▶ _Work to be completed_
A verbatim copy of the entries is the required answer.

▶ _The data_
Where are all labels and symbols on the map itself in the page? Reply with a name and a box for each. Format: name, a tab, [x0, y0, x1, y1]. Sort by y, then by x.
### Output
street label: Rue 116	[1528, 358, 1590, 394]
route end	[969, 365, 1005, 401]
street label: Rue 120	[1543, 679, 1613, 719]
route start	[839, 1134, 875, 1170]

▶ _Written response_
Where are all labels and symbols on the map itself in the page? Reply with a name and a box for each. Format: name, a tab, [x0, y0, x1, y1]. Sort by y, then by x.
### Output
street label: Rue 116	[1528, 358, 1590, 394]
route end	[969, 365, 1005, 401]
street label: Rue 120	[1543, 679, 1613, 719]
route start	[839, 1134, 875, 1170]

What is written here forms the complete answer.